Copy each line of the data below with the word "linejoin".

Collected data entries:
----------

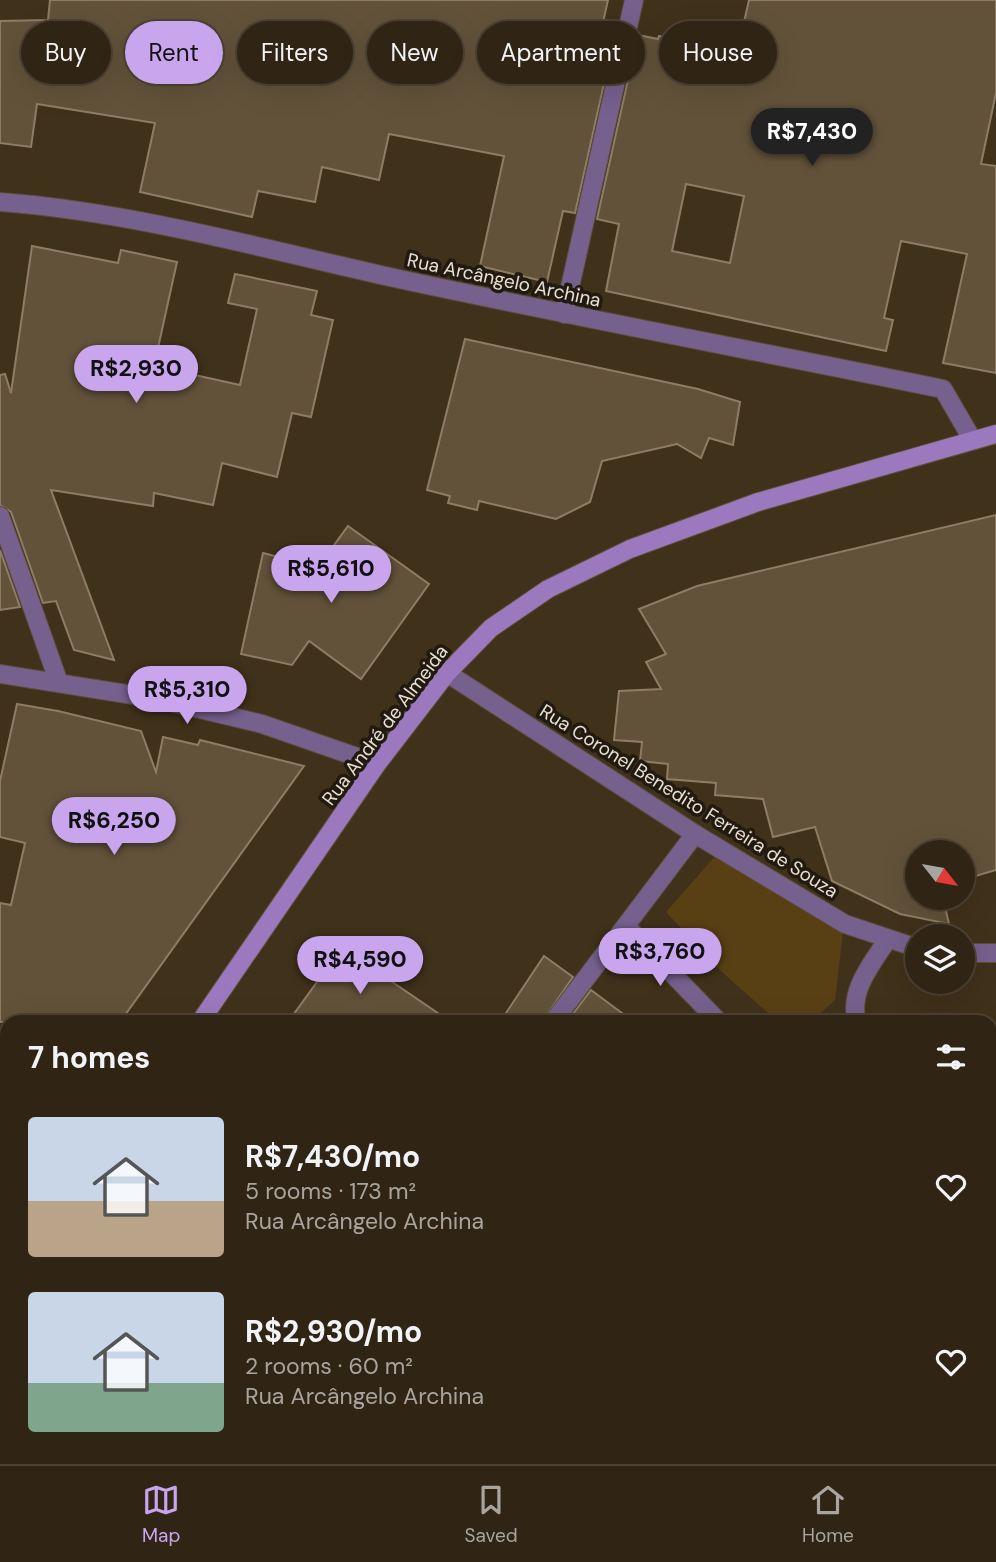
<!DOCTYPE html>
<meta charset="utf-8">
<style>
:root{--surface:#302514;--page:#3c3122;--text:#f1f3f6;--muted:#a8a5a0;--line:#4b4234;--accent:#c9a5ee}
body{margin:0;font-family:"DM Sans",sans-serif;background:var(--page);color:var(--text);height:100vh;display:flex;flex-direction:column;font-size:26px;white-space:nowrap}
*{box-sizing:border-box;margin:0}
p{font-size:23px;color:var(--muted)}
.icon{flex:none;width:38px;height:38px;fill:none;stroke:currentColor;stroke-width:2;stroke-linecap:round;stroke-linejoin:round}
.map{position:relative;flex:1;overflow:hidden}
.details{position:absolute;left:0px;top:1015px;width:998px;height:450px;display:flex;flex-direction:column;background:var(--surface);border-radius:21px 21px 0 0;box-shadow:0 7px 28px #0002,0 0 0 2px var(--line)}
.details>*{flex:none}
.banner{position:absolute;left:21px;top:21px;width:956px;height:63px;display:flex;gap:14px}
.needle{width:46px;rotate:121deg}
.controls{position:absolute;left:905px;top:840px;display:grid;gap:14px}
.controls a{display:grid;place-items:center;width:70px;height:70px;border-radius:50%;background:var(--surface);box-shadow:0 7px 28px #0002,0 0 0 2px var(--line);font-size:35px}
.price{position:absolute;translate:-50% -60px;padding:0 16px;border-radius:24px;background:var(--accent);color:#111;font-size:23px;line-height:46px;filter:drop-shadow(0 2px 4px #0008)}
.price::after{content:'';position:absolute;left:50%;top:42px;width:21px;height:16px;margin-left:-10px;background:inherit;clip-path:polygon(0 0,100% 0,50% 100%)}
.price.current{background:#222;color:#fff}
ul{padding:0;list-style:none}
li{display:flex;align-items:center;gap:21px;height:175px;padding:0 28px}
li span{display:grid;place-items:center;flex:none;width:196px;height:140px;border-radius:7px;color:#555}
li>.icon{margin-inline-start:auto}
span .icon{width:84px;height:84px;fill:#fffc;stroke-width:1}
li b{font-size:30px}
h2{display:flex;justify-content:space-between;align-items:center;height:84px;padding:0 28px;font-size:30px}
.chip{padding:0 24px;border-radius:32px;background:var(--surface);box-shadow:0 7px 28px #0002,0 0 0 2px var(--line);font-size:24px;line-height:63px}
.chip.current{background:var(--accent);color:#111}
.tabs{display:flex;justify-content:space-around;align-items:center;height:98px;border-top:2px solid var(--line);background:var(--surface);font-size:19px;color:var(--muted)}
.tabs a{display:grid;justify-items:center;gap:4px}
.tabs .current{color:var(--accent)}
.map>svg:first-child{display:block}
</style>
<div class="map">
<svg width="996" height="1464" viewBox="0 0 996 1464">
<rect width="100%" height="100%" fill="#40311a"/>
<polygon fill="#593f14" points="717,854 843,932 835,1000 811,1022 778,1022 722,972 666,912"/>
<g fill="#62523a" stroke="#8e7d64" stroke-width="2" fill-rule="evenodd">
<polygon points="50,0 608,0 602,27 616,30 575,213 563,211 547,282 480,266 504,156 389,134 379,180 322,167 315,202 258,191 252,217 140,192 155,123 37,104 31,147 0,143 0,21 48,20"/>
<path d="M749,0H996V93L981,164L996,166V373L943,363L967,254L901,241L884,318L893,320L886,351L606,291L619,224L597,219L638,35L658,39L659,36L737,53ZM686,184L744,196L730,263L672,251Z"/>
<polygon points="32,246 118,263 121,250 177,262 154,366 240,385 257,309 228,303 235,274 317,291 311,315 333,320 311,417 292,413 277,477 222,463 213,505 154,493 153,506 51,490 114,660 74,650 56,601 43,603 11,512 0,505 0,375 5,374 11,393"/>
<polygon points="465,339 698,389 740,402 733,445 709,438 701,458 677,444 602,461 590,502 556,519 479,501 477,510 448,503 450,496 427,490"/>
<polygon points="996,515 996,870 962,880 962,852 917,852 917,898 943,898 949,924 900,914 832,881 815,827 773,837 763,799 715,795 716,783 667,779 668,764 640,761 642,742 614,740 619,691 661,689 646,662 666,654 639,609 697,586"/>
<polygon points="348,526 429,584 361,679 309,641 292,665 241,654 263,553 318,567"/>
<polygon points="0,550 20,607 0,610"/>
<polygon points="17,704 58,711 141,731 156,772 163,737 198,745 200,740 304,766 120,1022 0,1022 0,903 11,905 25,843 0,837 0,781"/>
<polygon points="337,945 360,960 451,1022 288,1022 325,971 321,968"/>
<polygon points="544,956 573,977 542,1022 500,1022"/>
<polygon points="591,990 634,1022 567,1022"/>
</g>
<g fill="none" stroke-linecap="round" stroke-linejoin="round">
<defs>
<g id="minor">
<path d="M0,202C134,212 268,250 399,279C580,318 762,352 943,389L972,439"/>
<polyline points="564,314 634,0"/>
<polyline points="0,516 59,683"/>
<polyline points="447,673 695,834 845,924 917,948"/>
<polyline points="0,674 158,699 262,724 377,764"/>
<polyline points="627,927 719,1022"/>
<polyline points="962,953 996,953"/>
<polyline points="553,1022 695,834"/>
<path d="M857,1022C848,992 872,963 888,939"/>
<polyline points="990,1127 996,1131"/>
<polyline points="0,1143 7,1144"/>
<polyline points="990,1264 996,1268"/>
<polyline points="506,1458 511,1464"/>
<polyline points="541,1458 554,1464"/>
<polyline points="193,1464 198,1458"/>
</g>
<g id="secondary">
<polyline points="200,1022 377,764 447,673 491,628 548,589 630,549 758,502 996,434"/>
<polyline points="0,1307 7,1297"/>
</g>
</defs>
<use href="#minor" stroke="#5b4d37" stroke-width="20"/>
<use href="#secondary" stroke="#5b4d37" stroke-width="20"/>
<use href="#minor" stroke="#76608d" stroke-width="18"/>
<use href="#secondary" stroke="#9c78be" stroke-width="18"/>
</g>
<g text-anchor="middle" dominant-baseline="central" stroke-width="7" stroke-linejoin="round" paint-order="stroke">
<g font-size="19" fill="#e9dfd2" stroke="#211a10">
<text transform="translate(504 280) rotate(12)">Rua Arcângelo Archina</text>
<text transform="translate(385 725) rotate(-53)">Rua André de Almeida</text>
<text transform="translate(689 801) rotate(32)">Rua Coronel Benedito Ferreira de Souza</text>
</g>
</g>
</svg>
<div class="controls">
<a><svg class="needle" viewBox="-14 -14 28 28"><path d="M0-13l5 13h-10z" fill="#e53935"/><path d="M0 13l5-13h-10z" fill="#a8a5a0"/></svg></a>
<a><svg class="icon" aria-label="layers" viewBox="0 0 24 24"><path d="M12 4l9 5-9 5-9-5zM3 14l9 5 9-5"/></svg></a>
</div>
<b class="price current" style="left:812px;top:168px">R$7,430</b>
<b class="price" style="left:136px;top:405px">R$2,930</b>
<b class="price" style="left:331px;top:605px">R$5,610</b>
<b class="price" style="left:187px;top:726px">R$5,310</b>
<b class="price" style="left:114px;top:857px">R$6,250</b>
<b class="price" style="left:660px;top:988px">R$3,760</b>
<b class="price" style="left:360px;top:996px">R$4,590</b>
<div class="banner">
<a class="chip">Buy</a>
<a class="chip current">Rent</a>
<a class="chip">Filters</a>
<a class="chip">New</a>
<a class="chip">Apartment</a>
<a class="chip">House</a>
</div>
<section class="details">
<h2>7 homes<svg class="icon" aria-label="filters" viewBox="0 0 24 24"><path d="M4 7h16M4 17h16"/><circle cx="9" cy="7" r="2"/><circle cx="15" cy="17" r="2"/></svg></h2>
<ul>
<li><span style="background:linear-gradient(#c9d6e8 60%,#b9a48a 0)"><svg class="icon" aria-label="home" viewBox="0 0 24 24"><path d="M3 11l9-7 9 7M6 9v11h12V9"/></svg></span><div><b>R$7,430/mo</b><p>5 rooms · 173 m²</p><p>Rua Arcângelo Archina</p></div><svg class="icon" aria-label="heart" viewBox="0 0 24 24"><path d="M12 20l-8-8c-3-5 5-10 8-4 3-6 11-1 8 4z"/></svg></li>
<li><span style="background:linear-gradient(#c9d6e8 65%,#7fa58c 0)"><svg class="icon" aria-label="home" viewBox="0 0 24 24"><path d="M3 11l9-7 9 7M6 9v11h12V9"/></svg></span><div><b>R$2,930/mo</b><p>2 rooms · 60 m²</p><p>Rua Arcângelo Archina</p></div><svg class="icon" aria-label="heart" viewBox="0 0 24 24"><path d="M12 20l-8-8c-3-5 5-10 8-4 3-6 11-1 8 4z"/></svg></li>
</ul>
</section>
</div>
<nav class="tabs">
<a class="current"><svg class="icon" aria-label="map" viewBox="0 0 24 24"><path d="M3 6l6-2 6 2 6-2v14l-6 2-6-2-6 2zM9 4v14M15 6v14"/></svg>Map</a>
<a><svg class="icon" aria-label="saved" viewBox="0 0 24 24"><path d="M7 4h10v16l-5-4-5 4z"/></svg>Saved</a>
<a><svg class="icon" aria-label="home" viewBox="0 0 24 24"><path d="M3 11l9-7 9 7M6 9v11h12V9"/></svg>Home</a>
</nav>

----------

TASK RESULT:
.icon{flex:none;width:38px;height:38px;fill:none;stroke:currentColor;stroke-width:2;stroke-linecap:round;stroke-linejoin:round}
<g fill="none" stroke-linecap="round" stroke-linejoin="round">
<g text-anchor="middle" dominant-baseline="central" stroke-width="7" stroke-linejoin="round" paint-order="stroke">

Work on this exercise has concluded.